Infrastructure issues
Incident Report for Kickserv
Postmortem

Kickserv 11/25/20 Outage

Summary

On November 25, 2020, Amazon Web Services' Kinesis service suffered an extended outage, which impacted availability of Kickserv's server infrastructure (along with many other applications on the Web). During the outage, Kickserv engineers built and transitioned to a backup production web environment that did not depend on the affected services. Total Kickserv application downtime was approximately 2 hours 25 minutes.

Situation

(all times EST)

At 8:14 am, Amazon's Kinesis service began experiencing an outage. However, since Amazon's Service Health Dashboard also relies on Kinesis, most AWS tenants were unaware of the problem until later.

At 10:54 am, Kickserv's alerting systems began indicating an application outage. Engineers discovered that Elastic Container Service (ECS) was affected, but Elastic Compute Cloud (EC2) was not. Over the next 2 hours, engineers built a new, temporary production web application environment based on EC2 servers. All application data was preserved.

By 1:20 pm, main Kickserv functionality was once again available. Over the next two hours, engineers restored search indexing, calendar live updates, and QuickBooks™ Desktop sync.
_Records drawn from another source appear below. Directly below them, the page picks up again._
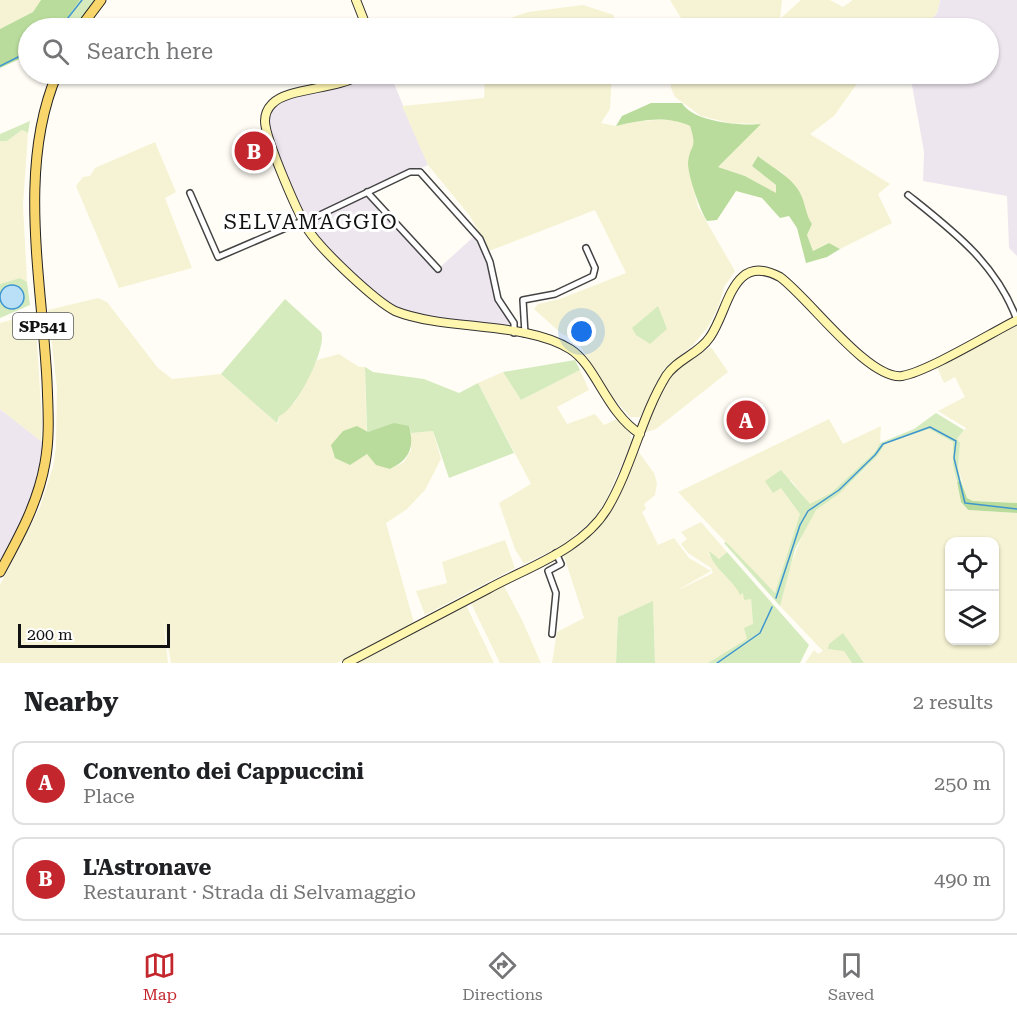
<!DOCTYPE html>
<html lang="en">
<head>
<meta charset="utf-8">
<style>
	:root { --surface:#fff; --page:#f2f2f2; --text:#202124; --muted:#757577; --line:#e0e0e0; --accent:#c4262e }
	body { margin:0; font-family:"Roboto Serif",serif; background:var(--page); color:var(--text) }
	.controls { position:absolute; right:18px; bottom:18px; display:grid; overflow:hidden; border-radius:12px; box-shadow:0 2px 4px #0004 }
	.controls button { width:54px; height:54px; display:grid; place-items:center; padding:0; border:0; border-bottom:2px solid var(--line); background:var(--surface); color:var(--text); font:30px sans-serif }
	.scale { position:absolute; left:18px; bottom:15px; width:152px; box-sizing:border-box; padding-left:6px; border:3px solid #111; border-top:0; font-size:16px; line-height:21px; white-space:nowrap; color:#111; -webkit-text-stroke:4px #fff; paint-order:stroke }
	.you { position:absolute; left:582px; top:332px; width:21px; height:21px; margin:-15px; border:4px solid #fff; border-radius:50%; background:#1a73e8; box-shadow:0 0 0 9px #1a73e833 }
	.badge { display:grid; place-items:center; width:39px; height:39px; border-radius:50%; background:var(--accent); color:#fff; font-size:20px; font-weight:700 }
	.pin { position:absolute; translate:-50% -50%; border:3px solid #fff; box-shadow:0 2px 6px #0006 }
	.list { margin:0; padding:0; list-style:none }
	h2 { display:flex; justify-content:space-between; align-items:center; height:78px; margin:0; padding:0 24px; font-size:26px }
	h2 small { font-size:20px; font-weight:400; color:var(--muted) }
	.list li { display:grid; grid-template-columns:39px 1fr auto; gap:18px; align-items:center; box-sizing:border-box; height:84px; margin:0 12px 12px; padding:0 12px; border:2px solid var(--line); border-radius:12px }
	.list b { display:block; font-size:22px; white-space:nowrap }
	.list p { margin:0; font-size:20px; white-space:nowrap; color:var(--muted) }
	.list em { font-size:20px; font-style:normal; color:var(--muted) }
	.icon { flex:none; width:33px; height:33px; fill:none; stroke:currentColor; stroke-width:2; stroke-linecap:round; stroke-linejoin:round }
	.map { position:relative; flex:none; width:1017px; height:663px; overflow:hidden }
	.search { position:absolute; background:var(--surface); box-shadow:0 2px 4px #0004; left:18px; right:18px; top:18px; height:66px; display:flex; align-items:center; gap:15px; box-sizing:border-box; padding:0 21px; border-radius:33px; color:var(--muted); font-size:22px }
	.sheet { height:270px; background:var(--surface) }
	nav { display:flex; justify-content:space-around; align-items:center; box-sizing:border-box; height:84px; border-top:2px solid var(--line); background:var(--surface); font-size:16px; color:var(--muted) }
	nav a { display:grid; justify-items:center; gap:3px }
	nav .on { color:var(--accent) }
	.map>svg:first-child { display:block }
	.industrial { fill:#eee6ef }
	.farmland { fill:#f6f3d4; fill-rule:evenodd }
	.green { fill:#d5ebbd }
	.forest { fill:#b9dc9c }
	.water { fill:#b9e0f7; stroke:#3f96cf; stroke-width:1.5 }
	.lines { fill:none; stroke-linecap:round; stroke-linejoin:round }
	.stream { stroke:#3f96cf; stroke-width:1.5 }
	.street-casing { stroke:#444; stroke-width:8 }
	.secondary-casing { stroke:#333; stroke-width:10 }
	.primary-casing { stroke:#222; stroke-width:11 }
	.street { stroke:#fff; stroke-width:5 }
	.secondary { stroke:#fff6b0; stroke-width:8 }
	.primary { stroke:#f9d66b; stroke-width:9 }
	.labels { text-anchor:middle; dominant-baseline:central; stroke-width:6; stroke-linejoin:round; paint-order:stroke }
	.shield { fill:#fff; stroke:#585858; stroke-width:1.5 }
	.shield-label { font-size:16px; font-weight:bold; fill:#111 }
	.quarter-label { font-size:21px; letter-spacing:1.5px; fill:#111; stroke:#fff }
</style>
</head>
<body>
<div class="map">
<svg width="1017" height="663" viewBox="0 0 1017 663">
	<rect width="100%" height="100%" fill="#fffdf5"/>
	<path class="industrial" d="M940,0H1017V256L1009,248L1007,196L923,181L924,152L910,74H988V28H923L937,13Z
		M390,74L428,165L367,191L438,269L480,231L493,264L499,292L518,324L520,334L392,310L312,236L265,124L273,103L355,78Z
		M0,409L44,443L29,509L0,566Z"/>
	<path class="farmland" d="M0,0H41L33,12L0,29Z
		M670,0H782L780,19L801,0H830L843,7L853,0H940L937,13L923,28H687Z
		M583,5L614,15V28H495L498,22L528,12Z
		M485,74H612L610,109L601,123L616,126L639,121L674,119L690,126L695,143L688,163L698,207L735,271L724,287L719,305L708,327L693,345L664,369L640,417H630L607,391L576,339L562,334L534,309L538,304L560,299L626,273L595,210L489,251L470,216L428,165L402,106L484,98Z
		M671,74H868L861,78L834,116L810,134L890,184L878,194L892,223L840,249L829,243L813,251L807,235L812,224L806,215L802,197L782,172L770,167L758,156L752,166L776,185L777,194L745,176L718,167L760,124L730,123L701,116L675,97L671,88Z
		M22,130L28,133L23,205L27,282L20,278L0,284V141H7Z
		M155,142L176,192L165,198L192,268L119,288L76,186L83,177L90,176L95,168Z
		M98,298L107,302L158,368L172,379L221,374L278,424L279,416L295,402L317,360L339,354L359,367H365L367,454L390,469L404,462L411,450V433L433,431L441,459L425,490L407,509L386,523L414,623L337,663H171L163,619L168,663H0V585L40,507L53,467L56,447L57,388L48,310Z
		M35,313L42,421L41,441L0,409V323Z
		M1017,325V503L973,501L967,498L958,467L960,443L957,439L966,428L938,411L965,397L955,377L944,383L936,365Z
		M711,347L728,372L656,429L640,434L663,382L683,365Z
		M580,370L589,390L557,407L567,424L595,414L604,425L617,419L630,432L632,442L606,500L594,519L563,545L524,564L515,549L499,503L531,484L478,383L503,372L521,400Z
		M829,419L843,444L881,426L880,443L875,452L831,493L810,505L791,480L781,487L801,514L775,594L678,492Z
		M929,429L953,442V465L961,502L967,510L1017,513V663H864L843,634L844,650L852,663H805L814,650L818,654L823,651L780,606L788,572L807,523L816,510L839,494L868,466L885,444ZM950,542H994V640H950Z
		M638,451L654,473L657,483L655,495L644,504L646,509L642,512L658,545L674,538L689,558L711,571L676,591L713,573L711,568L688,553L681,544L687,539L681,532L701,522L727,552L719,559L708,553L723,574L736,585L740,594L743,593L751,599L753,624L748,639L708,663H655L653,602L618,617L616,663H552L557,632L584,618L563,553L595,530Z
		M505,540L515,568L425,615L416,591L447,583L442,562Z
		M503,584L522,620L541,663H500L470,601Z
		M465,603L494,663H353Z"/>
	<path class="green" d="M80,0H97L76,28H60Z
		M30,121L28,133L22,130L7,141H0V134Z
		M20,278L27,282L30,305L0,318V284Z
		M285,299L321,332C328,347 295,412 279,416L277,423L221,374Z
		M658,306L667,329L650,344L636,335L632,328Z
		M575,360L580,370L521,400L503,372Z
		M365,367L373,372L424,379L459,393L478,383L514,453L449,478L433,431L411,433L409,426L367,432Z
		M936,413L964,430L957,439L960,443L958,467L961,481L957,482L953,465V442L929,429L885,444L878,455L839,494L816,510L795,549L780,606L724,543L726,542L775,593L800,514L781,488L773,493L765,481L781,470L810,504L831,493L875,452L880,443L914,429Z
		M709,551L719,559L727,552L809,645L800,663H708L747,639L744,628L753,624L751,599L744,600L743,593L740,595C733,579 712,568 709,551Z
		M653,601L655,663H616L618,617Z
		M843,633L864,663H852L844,651L828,649L829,644Z"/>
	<path class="forest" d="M41,0H80L60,28H28V55L0,68V29L33,12Z
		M651,103H682C693,122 741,126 761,124L718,167L745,176L776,193V185L752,166L758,156C773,169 794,177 802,197C806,207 806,215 812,224L807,235L813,251L829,243L840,249L827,257L806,263L797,228L789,216L780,218L762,198L736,191L717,220L707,221C700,210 688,176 688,163C690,143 698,150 690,126C666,115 641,120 616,126L622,116Z
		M394,423L409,426C415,448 409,460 390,469L376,465L367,454L350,465L335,458L331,445L343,431L357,426L368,432Z
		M961,481L967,498L973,501L1017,503V513L968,510L961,502L957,482Z"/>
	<path class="water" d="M0 297a12 12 0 1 1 24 0a12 12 0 1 1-24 0Z"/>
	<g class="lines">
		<path class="stream" d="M60,28L82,0
			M0,66L28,52
			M776,598L800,525L808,511L839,490L875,455L883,444L930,427L956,441L954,458L965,503L1017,509
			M717,663L760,633L772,607"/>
		<g class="street-casing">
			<path id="street" d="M367,192L438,269
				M190,193L218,257L302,221
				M908,195C953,231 996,263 1017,320
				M303,223L410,172H420L480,239L490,262L498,299L514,323V333
				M525,334L523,300L555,294L593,276L595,268L586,248
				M552,634L556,593L548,571L561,564L556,553"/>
		</g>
		<g class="secondary-casing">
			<path id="secondary" d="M356,0L367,28
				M361,74C339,90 288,87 272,104C267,109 265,115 265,121C265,138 300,220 311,234C326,254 374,300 395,311C445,331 525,321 570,349C596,365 606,412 640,434
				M347,663C394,638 441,614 488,589C528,567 582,550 607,509C632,467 641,417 666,376C677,359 699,354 710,337C729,310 732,251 780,277C809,298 868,380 902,376C927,372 991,333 1017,320"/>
		</g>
		<g class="primary-casing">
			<path id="primary" d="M80,28L101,0
				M0,572C19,537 38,503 45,463C50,436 48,409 47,381C42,282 17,167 57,74"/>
		</g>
		<use href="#street" class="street"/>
		<use href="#secondary" class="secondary"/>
		<use href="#primary" class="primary"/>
	</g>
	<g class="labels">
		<rect class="shield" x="13" y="313" width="60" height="26" rx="4.5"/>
		<g class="shield-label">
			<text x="43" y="326">SP541</text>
		</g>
		<g class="quarter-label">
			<text x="311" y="222">SELVAMAGGIO</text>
		</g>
	</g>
</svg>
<div class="controls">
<button><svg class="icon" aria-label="locate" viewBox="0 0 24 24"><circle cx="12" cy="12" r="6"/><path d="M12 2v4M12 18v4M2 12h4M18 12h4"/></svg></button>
<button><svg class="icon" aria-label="layers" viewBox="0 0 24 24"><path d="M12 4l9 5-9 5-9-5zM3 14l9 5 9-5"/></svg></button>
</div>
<div class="scale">200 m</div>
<div class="you"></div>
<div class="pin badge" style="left:746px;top:420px">A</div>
<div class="pin badge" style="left:254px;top:151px">B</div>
<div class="search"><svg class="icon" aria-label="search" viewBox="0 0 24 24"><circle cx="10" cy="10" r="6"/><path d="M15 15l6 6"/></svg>Search here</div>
</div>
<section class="sheet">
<h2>Nearby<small>2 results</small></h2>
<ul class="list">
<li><span class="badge">A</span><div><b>Convento dei Cappuccini</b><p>Place</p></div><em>250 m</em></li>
<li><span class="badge">B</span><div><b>L'Astronave</b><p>Restaurant · Strada di Selvamaggio</p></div><em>490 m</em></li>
</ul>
</section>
<nav>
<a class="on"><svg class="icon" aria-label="map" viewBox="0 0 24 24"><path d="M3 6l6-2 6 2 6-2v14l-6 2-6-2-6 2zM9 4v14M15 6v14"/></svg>Map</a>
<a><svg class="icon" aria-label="directions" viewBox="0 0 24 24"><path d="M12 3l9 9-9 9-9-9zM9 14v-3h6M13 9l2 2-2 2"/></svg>Directions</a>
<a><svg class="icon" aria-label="saved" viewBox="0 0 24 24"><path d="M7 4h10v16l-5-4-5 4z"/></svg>Saved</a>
</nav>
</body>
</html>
By 6:58 am on November 26, ECS was once again functional, with all other services affecting Kickserv restored by 2:24 pm that afternoon. As of the time of this document, Kickserv is once again running on the regular ECS production stack.

Remedy

AWS outages that affect an entire application are very rare; only 2 such events in the past seven years have caused Kickserv to be down for an hour or more. However, they do happen, and they represent a single point of failure that should be eliminated. During the next few weeks, Kickserv engineers will build a failover production environment in a separate AWS availability zone. The backup environment will maintain a replica of all application data (database records and user-uploaded files), and with some improvements to our DNS architecture, we expect to be able to switch over in 30 minutes or less. We expect to have the new stack in place, along with protocols and training, by the end of January.

We realize that our customers depend on Kickserv for the minute-by-minute smooth operation of their business, and regret the inconvenience this event caused. Thank you for bearing with us.

For further reading

Summary of the Amazon Kinesis Event in the Northern Virginia (US-EAST-1) Region

Posted Dec 02, 2020 - 14:05 CST

Resolved
This incident has been resolved.
Posted Nov 26, 2020 - 10:33 CST
Update
QuickBooks™ Desktop sync has been restored to service. Kickserv should be fully operational once again. We are still using a backup server infrastructure, so you may occasionally notice longer than usual page load times. Don't hesitate to reach out if you have questions or experience problems.
Posted Nov 25, 2020 - 16:07 CST
Update
Calendar views should now be operating normally. We are still working to restore QuickBooks™ Desktop sync.
Posted Nov 25, 2020 - 15:33 CST
Update
QuickBooks/Xero sync, search, and emails are once again operating normally on our backup infrastructure. We're still working on the calendar views. We'll post another update when those are restored.
Posted Nov 25, 2020 - 14:27 CST
Update
While most areas of Kickserv are up and running, we are still working on a few areas that are not yet functioning properly on our backup infrastructure:

- Calendar screens
- Live search results
- Adding notes and files

We want to stress again that no data has been lost. For instance, if an event is missing from your calendar, you should find it on the Schedule screen. We’re working on restoring full operation and we’ll let you know if we encounter any more difficulties.

Thanks for your continued patience.
Posted Nov 25, 2020 - 13:28 CST
Update
Display of the calendar pages continues to be affected by the AWS outage. While we're sorting that out, you can use the Schedule page or the Jobs page to keep track of today's events.
Posted Nov 25, 2020 - 12:49 CST
Monitoring
AWS is still having trouble, but in the meantime, we have restored service. Please let us know of any ongoing availability issues. Your data is safe: https://www.kickserv.com/security/
Posted Nov 25, 2020 - 12:24 CST
Update
We're continuing to work on our contingency plan for getting around the AWS outage. We will update this page the second we have service restored.
Posted Nov 25, 2020 - 11:58 CST
Identified
We are still working with AWS and their team on timing of their systems getting back up. We are still working through alternative solutions to get our service restored.
Posted Nov 25, 2020 - 11:13 CST
Investigating
We're currently experiencing infrastructure issues with Amazon Web Services. The issue seems to be affecting many parts of the Internet. Thanks for bearing with us while we investigate further.
Posted Nov 25, 2020 - 10:10 CST
This incident affected: Web Application (app.kickserv.com), Customer Center, QuickBooks Online Sync, QuickBooks Desktop Sync, Email Notifications, Mobile API, Amazon Web Services, iOS App, and Android App.